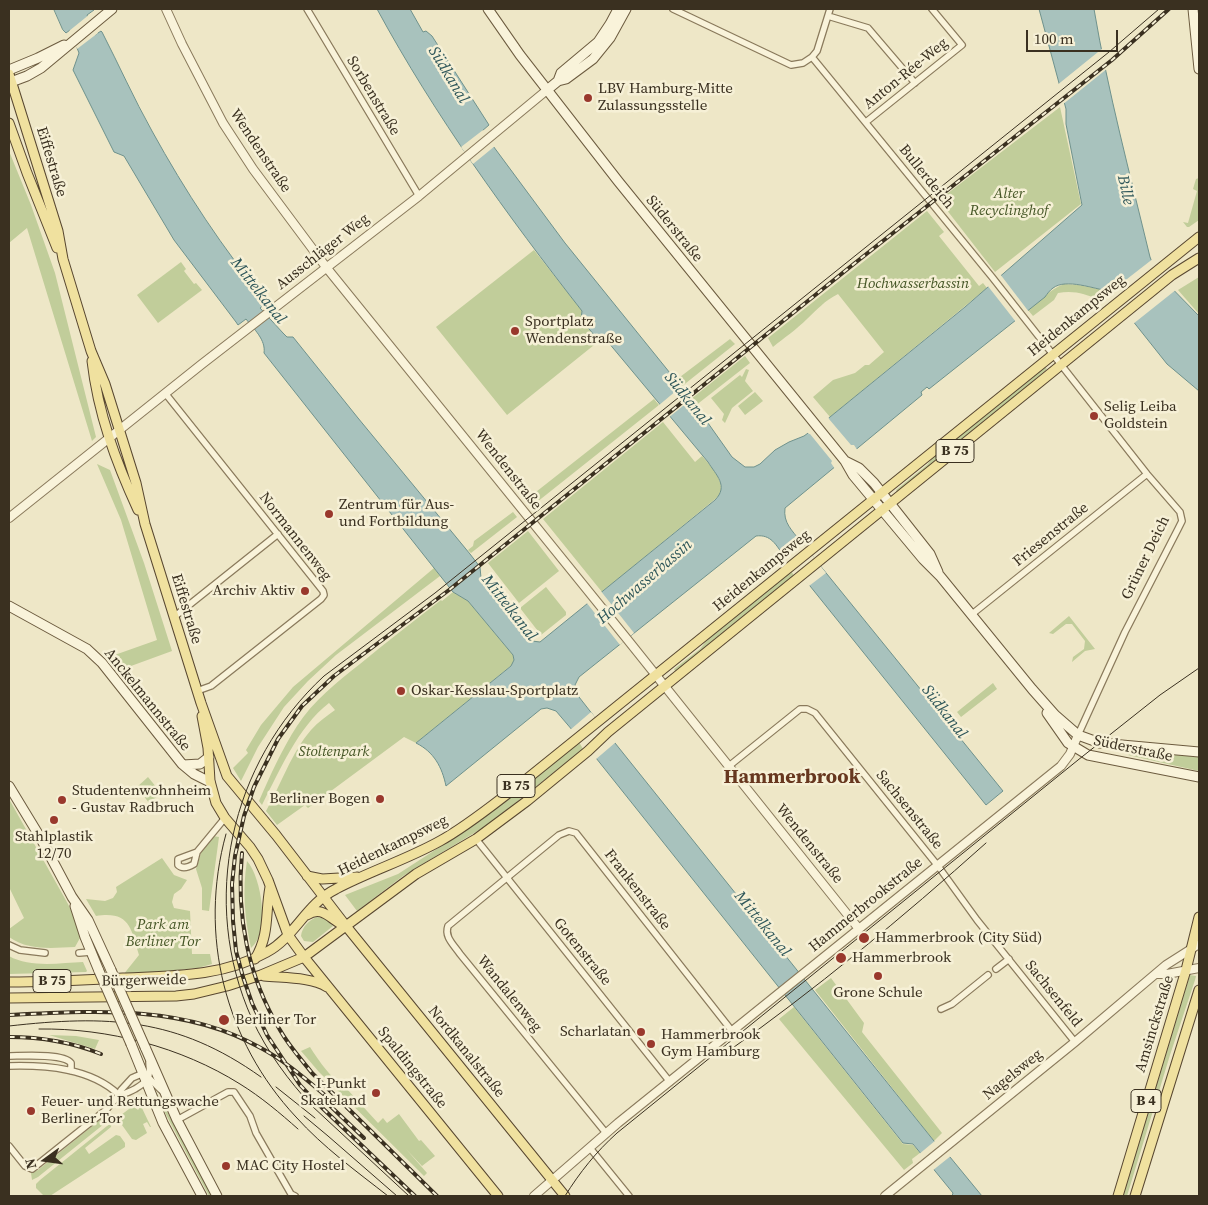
<!DOCTYPE html>
<html>
<head>
<meta charset="utf-8">
<style>
  body { margin:0 }
  #map { position:relative; width:1208px; height:1205px; overflow:hidden; background:#eee7c7; font-family:"Source Serif 4",serif }
  canvas { display:block }
  .frame { position:absolute; inset:0; border:10px solid #3a3020; pointer-events:none }
  .north { position:absolute; left:20px; top:1135px; width:50px; height:50px; -webkit-text-stroke:4px #f6f0d6; paint-order:stroke; rotate:256deg; font-size:14px; font-weight:700; line-height:20px; text-align:center; color:#3a3020 }
  .north::after { content:''; display:block; margin:auto; width:18px; height:22px; background:#3a3020; clip-path:polygon(50% 0,100% 100%,50% 72%,0 100%) }
  .scale { position:absolute; left:1026px; top:30px; width:92px; height:22px; box-sizing:border-box; border:2px solid #3a3020; border-top:0; padding-left:6px; font-size:15px; line-height:18px; white-space:nowrap; color:#3a3020; -webkit-text-stroke:4px #f6f0d6; paint-order:stroke }
</style>
</head>
<body>
<div id="map">
<canvas width="1208" height="1205"></canvas>
<div class="frame"></div>
<div class="north">N</div>
<div class="scale">100 m</div>
</div>
<script>
const g = document.querySelector('canvas').getContext('2d');
g.lineJoin = 'round';
function fillPath(path, color) {
  g.fillStyle = color;
  g.fill(path, 'evenodd');
}
function strokePath(path, color, width, dash) {
  g.strokeStyle = color;
  g.lineWidth = width;
  g.lineCap = dash ? 'butt' : 'round';
  g.setLineDash(dash || []);
  g.stroke(path);
}
function label(font, color, halo, rows, align = 'center') {
  g.font = font + ' "Source Serif 4",serif';
  g.lineWidth = 5;
  g.setLineDash([]);
  g.textBaseline = 'middle';
  g.strokeStyle = halo;
  g.fillStyle = color;
  for (const [text, x, y, turn = 0] of rows) {
    g.save();
    g.translate(x, y);
    g.rotate((+turn || 0) * Math.PI / 180);
    g.textAlign = isNaN(turn) ? turn : align;
    if (halo) g.strokeText(text, 0, 0);
    g.fillText(text, 0, 0);
    g.restore();
  }
}
const green = new Path2D(`
  M1060 107 1081 204 995 272 939 200Z
  M9 151 31 205 55 273 96 437 92 441 27 228 9 243Z
  M1199 178V220L1189 227H1187L1183 222 1188 223 1197 191 1193 189 1196 179Z
  M927 211 944 232 939 236 979 286 983 283 987 288 830 417 813 397 833 380 855 373 865 365H869L884 352 838 294C824 301 818 309 807 319 797 329 784 338 773 347L768 338Z
  M534 250 582 311 581 319 594 335 604 337 507 415 436 327Z
  M181 262 186 269 184 271 194 284 196 283 202 290 158 323 137 295Z
  M1199 277V314L1178 290Z
  M1064 284 1078 285 1109 291 1100 300C1085 294 1074 290 1058 293L1054 300 1033 316 1028 310C1040 301 1050 289 1064 284Z
  M730 339 735 344 681 387 676 380Z
  M745 356 750 363 695 406 691 399Z
  M1044 366 1047 369 1026 387 1009 405 898 493 896 490 927 465 934 456Z
  M746 369 749 370 745 381 753 391 732 408 725 423 722 420 724 414 711 398 740 375 742 377Z
  M755 392 763 401 745 415 738 406Z
  M654 399 659 405 532 506 527 499Z
  M663 422 695 462 702 456C711 466 725 481 720 495L602 592 543 519Z
  M97 464 110 470 144 563 172 651 120 670 109 657 157 640 121 520Z
  M513 512 517 517 471 553 468 550 473 546 474 541Z
  M528 531 559 571 519 603 488 563Z
  M434 568 440 576 336 655 308 681 284 707 258 747 241 781 233 768 248 753 246 750 261 725 293 687Z
  M791 571 795 577 676 673 674 669 700 649 710 636Z
  M546 587 566 612V615L541 635 520 608Z
  M453 592 468 601 513 655 514 660 513 664 416 743 404 737 308 808 305 805 277 825 266 811C281 785 291 753 311 730 318 722 327 716 335 710L329 703C298 727 280 770 262 805L259 801C270 776 282 749 297 726 313 701 337 682 360 664 386 642 414 621 441 600L442 601Z
  M1069 616 1095 649 1085 651 1072 662 1073 657 1084 649 1085 641 1072 624H1066L1053 634 1049 633Z
  M993 683 997 689 961 717 957 712Z
  M579 742 583 749 489 824 403 876 357 911 345 895 398 874 463 832 506 801Z
  M1132 752 1199 755V771L1128 755Z
  M148 777 161 793 149 803 137 787Z
  M9 799 68 904 77 923 80 938 75 947C52 948 29 951 9 937V929L24 918 9 887Z
  M213 836 219 837 209 911 202 910V888L196 869 202 850Z
  M162 858 174 875 187 880 181 889 174 894 172 902 174 908 190 911 192 954H210L212 964 198 968 123 975 139 955C131 927 129 911 96 916L86 899 105 901 113 898 117 892 116 887Z
  M247 861C262 878 270 933 251 948 245 919 242 891 247 861Z
  M317 917 325 918 333 926 313 942 304 941 301 936C302 927 309 920 317 917Z
  M9 956C30 968 60 963 83 962L87 971 86 972 9 974Z
  M1190 975 1196 976 1195 980 1170 1055 1127 1196H1123Z
  M831 978 864 1023 862 1032 942 1133 934 1141 815 990Z
  M794 1007 903 1144 913 1145 920 1153 912 1159 913 1163 904 1170 779 1019Z
  M49 1035 76 1036 99 1040 95 1049Z
  M310 1047C318 1060 334 1082 347 1089L378 1123 383 1118 387 1123 399 1114 419 1141 421 1140 435 1156 422 1166 406 1149 427 1173 424 1176 319 1072 301 1051Z
  M154 1088 213 1196H209L153 1090Z
  M133 1106 138 1110 141 1106 151 1127H150L147 1122 143 1124 147 1133 136 1140 132 1139 117 1118Z
  M106 1115 109 1120 38 1177 32 1180 31 1173 38 1170Z
  M112 1122 111 1127 85 1148 89 1154 116 1135 120 1136 125 1143V1147L50 1196H44L36 1188V1184L40 1180Z`);
const water = new Path2D(`
  M54 9H93L94 10 87 15 95 35 101 31 102 32C119 65 134 99 152 131 185 191 223 249 267 302L260 308 283 333 287 337H293L358 418 470 554 480 567 481 578 532 641 540 642 715 500C729 486 716 475 708 462L603 336 594 335 581 319 582 311C507 215 435 116 377 9H410L423 32 426 31 432 36 489 125 482 131 565 243 691 399 732 457 745 467H754L760 464 775 450 789 442 804 436 830 417 965 307 1082 205 1066 124V109L1039 9H1094C1108 92 1130 174 1150 257L1156 272 1199 316V391L1167 364 1109 291C1094 289 1066 278 1053 288 1050 290 1047 294 1045 297L929 389 927 387 921 392 922 395 785 508C783 523 792 530 801 542L1003 791 986 805 810 586 786 555 784 556C776 545 771 534 756 536L579 677 575 685 579 697 615 743 934 1141 950 1157 982 1196H952L953 1193 913 1144 903 1143 596 758 556 711 547 708 541 709 446 786C442 767 434 752 416 743L511 666 514 660 513 655 468 601 453 592 264 353C266 340 254 329 246 319L238 325 236 322 174 240 124 156 114 152 73 70 79 53 70 30 66 33 63 30Z`);
const pier = new Path2D(`
  M90 14 98 33 77 49 69 31Z
  M1103 48 1108 68 1062 105 1056 86Z
  M483 130 495 146 473 164 461 147Z
  M1154 258 1159 270 1177 289 1133 324 1109 293Z
  M1000 274 1029 312 1016 322 987 285Z
  M683 385 693 398 668 418 658 406Z
  M828 415 829 419 851 445H854L858 451 835 469 831 463 832 461 810 434H809L806 431Z
  M802 542 826 573 809 586 785 556Z
  M600 590 634 633 620 645 586 602Z
  M591 712 616 742 595 760 570 730Z
  M936 1140 952 1155 932 1171 918 1155Z`);
const minor = new Path2D(`
  M307 9 419 196
  M673 9 791 65 803 63 812 57
  M830 9 817 51 812 57 992 277 1147 474 1180 512 1182 521 1178 529 1125 632 1078 735
  M828 16 868 28 915 83
  M866 122 962 45 932 9
  M165 393 323 591 324 595 321 599 211 686 197 691
  M971 615 1147 474
  M174 617 278 534
  M729 766 800 709H807L815 713 938 866 977 920 1075 1042
  M476 839 670 1082
  M197 852 178 859V865C183 870 189 867 194 864L197 852 225 818
  M9 945 20 950 45 953
  M79 953 91 952
  M996 969 1009 959
  M941 1009 952 1004 988 975
  M9 1056C22 1056 63 1053 71 1063V1071
  M9 1066C46 1065 91 1068 119 1095
  M119 1095C126 1094 129 1092 135 1089 148 1081 151 1079 149 1063
  M177 1120 228 1092H234L250 1116 256 1133 291 1194 295 1196
  M606 1133 460 954C454 945 444 937 448 926L559 835 569 831 576 833 732 1031
  M9 1146 25 1166 32 1169 106 1110 119 1095 121 1090 132 1078 139 1075H146L161 1090
  M590 1148 629 1196`);
const tertiary = new Path2D(`
  M166 9 182 44 223 123 253 169 326 267 627 639 859 929
  M9 518 202 364 419 196 547 90
  M1158 974H1167L1199 968
  M534 1196 618 1123 1061 766 1070 754 1078 735
  M885 1196 1075 1042 1166 965 1199 944`);
const secondary = new Path2D(`
  M488 9 520 55 618 181 845 461 853 475 923 559 940 576 1032 689 1055 715 1078 735 1100 743 1199 752
  M1193 9 1199 69
  M9 70 38 58 64 45
  M558 81 561 73 598 42 610 24 618 9
  M11 82 27 76 41 68 112 9
  M547 90 558 81 566 79 593 59 610 38 626 9
  M845 461 859 468 874 483 930 554 938 572
  M9 606 87 649 102 663 182 764 194 774 210 782
  M1047 713 1068 743 1088 755 1199 777
  M183 765 200 764 209 757
  M9 786 40 837 72 897 88 920 111 970
  M75 906 85 937 99 971
  M131 1044 163 1123 202 1196
  M145 1047 177 1120 217 1196`);
const primary = new Path2D(`
  M9 74 58 231 63 259 91 351 105 384 136 483 145 524 201 703 227 776 276 835 346 926 565 1196
  M9 123 27 173 57 248
  M92 361C98 414 116 462 138 510
  M202 716 208 748 210 781 216 803 225 818 250 847 258 859 268 880 288 935 304 957 498 1196
  M307 876 322 879 357 877
  M307 915C322 905 330 919 343 925
  M255 959C270 934 265 913 270 887
  M264 976C282 978 312 977 327 987
  M9 982C47 982 85 980 123 978 171 976 223 977 267 952 295 937 306 904 336 889 370 871 406 860 440 841 469 825 496 802 523 782L1199 237
  M9 998 176 996 194 994 227 986 261 975 304 957 416 874 476 839 527 801 588 751 608 732 1172 275 1199 258
  M1118 1196 1186 970 1199 917
  M1135 1196 1199 990`);
const tram = new Path2D(`
  M226 834C198 935 225 1041 296 1117 323 1147 356 1171 388 1196
  M9 1026C107 1015 177 1017 261 1077
  M39 1029C108 1028 181 1047 240 1084 261 1097 280 1113 298 1129
  M723 1055C815 990 902 918 986 843
  M276 1087 315 1118
  M304 1116 328 1136 397 1196
  M409 1196 312 1106C289 1081 267 1052 252 1019 199 901 230 763 324 676L435 593 1109 52 1159 9
  M565 1196C580 1172 596 1152 617 1133L1078 760 1160 695 1199 668`);
const rail = new Path2D(`
  M242 853C236 915 248 977 280 1030 289 1046 301 1059 312 1073L437 1196
  M9 1015C93 1011 182 1004 259 1047 286 1061 309 1082 332 1101
  M9 1037C42 1037 71 1042 101 1054
  M324 1100 364 1138
  M415 1196 316 1102 300 1085 267 1035 252 1003 243 977 236 951 233 921 232 884 235 856 244 816 254 787 278 739 302 706 334 676 449 590 855 263 1112 60 1169 9`);
const secondaryBridge = new Path2D(`
  M111 970 145 1047
  M99 971 131 1044`);
const markers = [
  [588,98,5,"#99382c"],
  [515,331,5,"#99382c"],
  [1094,416,5,"#99382c"],
  [329,514,5,"#99382c"],
  [305,591,5,"#99382c"],
  [401,691,5,"#99382c"],
  [380,799,5,"#99382c"],
  [62,800,5,"#99382c"],
  [54,820,5,"#99382c"],
  [864,938,6,"#99382c"],
  [841,958,6,"#99382c"],
  [878,976,5,"#99382c"],
  [224,1020,6,"#99382c"],
  [641,1032,5,"#99382c"],
  [651,1044,5,"#99382c"],
  [376,1093,5,"#99382c"],
  [31,1111,5,"#99382c"],
  [226,1166,5,"#99382c"]
];
const shields = [
  [955,451,38],
  [516,786,38],
  [52,981,38],
  [1146,1101,30]
];
const shieldNames = [
  ["B 75",955,451],
  ["B 75",516,786],
  ["B 75",52,981],
  ["B 4",1146,1101]
];
const streetNames = [
  ["Anton-Rée-Weg",906,74,-39],
  ["Sorbenstraße",373,96,59],
  ["Wendenstraße",260,151,56],
  ["Eiffestraße",51,162,73],
  ["Bullerdeich",926,177,51],
  ["Süderstraße",674,229,51],
  ["Ausschläger Weg",323,252,-38],
  ["Heidenkampsweg",1077,316,-39],
  ["Wendenstraße",508,470,52],
  ["Friesenstraße",1051,535,-39],
  ["Normannenweg",295,537,52],
  ["Grüner Deich",1146,558,-64],
  ["Heidenkampsweg",762,571,-39],
  ["Eiffestraße",186,609,73],
  ["Anckelmannstraße",147,700,51],
  ["Süderstraße",1133,749,12],
  ["Sachsenstraße",909,810,51],
  ["Wendenstraße",809,844,51],
  ["Heidenkampsweg",393,846,-26],
  ["Frankenstraße",637,890,52],
  ["Hammerbrookstraße",866,905,-39],
  ["Gotenstraße",582,952,51],
  ["Bürgerweide",144,981,-1],
  ["Wandalenweg",509,994,51],
  ["Sachsenfeld",1053,994,51],
  ["Amsinckstraße",1155,1024,-73],
  ["Nordkanalstraße",466,1052,51],
  ["Spaldingstraße",412,1068,51],
  ["Nagelsweg",1013,1075,-39]
];
const poiNames = [
  ["LBV Hamburg-Mitte",598,89],
  ["Zulassungsstelle",598,106],
  ["Sportplatz",525,322],
  ["Wendenstraße",525,339],
  ["Selig Leiba",1104,407],
  ["Goldstein",1104,424],
  ["Zentrum für Aus-",339,505],
  ["und Fortbildung",339,522],
  ["Archiv Aktiv",295,591,"right"],
  ["Oskar-Kesslau-Sportplatz",411,691],
  ["Studentenwohnheim",72,791],
  ["- Gustav Radbruch",72,808],
  ["Berliner Bogen",370,799,"right"],
  ["Stahlplastik",54,837,"center"],
  ["12/70",54,854,"center"],
  ["Hammerbrook (City Süd)",875,938],
  ["Hammerbrook",852,958],
  ["Grone Schule",878,993,"center"],
  ["Berliner Tor",235,1020],
  ["Scharlatan",631,1032,"right"],
  ["Hammerbrook",661,1035],
  ["Gym Hamburg",661,1052],
  ["I-Punkt",366,1084,"right"],
  ["Skateland",366,1101,"right"],
  ["Feuer- und Rettungswache",41,1102],
  ["Berliner Tor",41,1119],
  ["MAC City Hostel",236,1166]
];
const parkNames = [
  ["Alter",1009,194],
  ["Recyclinghof",1009,211],
  ["Hochwasserbassin",913,284],
  ["Stoltenpark",334,752],
  ["Park am",163,925],
  ["Berliner Tor",163,942]
];
const waterNames = [
  ["Südkanal",448,75,59],
  ["Bille",1125,190,78],
  ["Mittelkanal",258,291,52],
  ["Südkanal",687,399,51],
  ["Hochwasserbassin",645,582,-41],
  ["Mittelkanal",509,608,52],
  ["Südkanal",944,712,52],
  ["Mittelkanal",762,924,51]
];
const districtNames = [
  ["Hammerbrook",792,778]
];
fillPath(green, '#c1cd9a');
fillPath(water, '#a8c2bd');
strokePath(water, '#6e918c', 1);
fillPath(pier, '#eee7c7');
strokePath(minor, '#8a7a5c', 8);
strokePath(tertiary, '#8a7a5c', 10);
strokePath(secondary, '#6c5b3f', 11);
strokePath(primary, '#584730', 11);
strokePath(minor, '#f9f3da', 5.5);
strokePath(tertiary, '#f9f3da', 8);
strokePath(secondary, '#f9f3da', 9);
strokePath(primary, '#f0e19f', 9);
strokePath(tram, '#3a3020', 1);
strokePath(rail, '#3a3020', 4);
strokePath(rail, '#f6f0d6', 2, [5.5]);
strokePath(secondaryBridge, '#6c5b3f', 11, []);
strokePath(secondaryBridge, '#f9f3da', 9);
for (const [x, y, r, color] of markers) {
  const dot = new Path2D();
  dot.arc(x, y, r, 0, 2 * Math.PI);
  g.fillStyle = color;
  g.fill(dot);
  strokePath(dot, '#f6f0d6', 2);
}
for (const [x, y, w] of shields) {
  const box = new Path2D();
  box.roundRect(x - w / 2, y - 11.5, w, 23, 4);
  g.fillStyle = '#f6f0d6';
  g.fill(box);
  strokePath(box, '#3a3020', 1);
}
label('bold 14px', '#3a3020', null, shieldNames);
label('15px', '#3a3020', '#f6f0d6', streetNames);
label('15px', '#3a3020', '#f6f0d6', poiNames, 'left');
label('italic 15px', '#455626', '#f6f0d6', parkNames);
label('italic 16px', '#2f575a', '#f6f0d6', waterNames);
label('bold 20px', '#67371f', '#f6f0d6', districtNames);
</script>
</body>
</html>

═══

§ **Exercise directions**:
The range runs from the line with "const pier = new" up to and including the line with "M673 9 791 65 803 63 812 57" in the listing above; please write out exactly those lines and nothing more.

§ **Reply to the exercise**:
const pier = new Path2D(`
  M90 14 98 33 77 49 69 31Z
  M1103 48 1108 68 1062 105 1056 86Z
  M483 130 495 146 473 164 461 147Z
  M1154 258 1159 270 1177 289 1133 324 1109 293Z
  M1000 274 1029 312 1016 322 987 285Z
  M683 385 693 398 668 418 658 406Z
  M828 415 829 419 851 445H854L858 451 835 469 831 463 832 461 810 434H809L806 431Z
  M802 542 826 573 809 586 785 556Z
  M600 590 634 633 620 645 586 602Z
  M591 712 616 742 595 760 570 730Z
  M936 1140 952 1155 932 1171 918 1155Z`);
const minor = new Path2D(`
  M307 9 419 196
  M673 9 791 65 803 63 812 57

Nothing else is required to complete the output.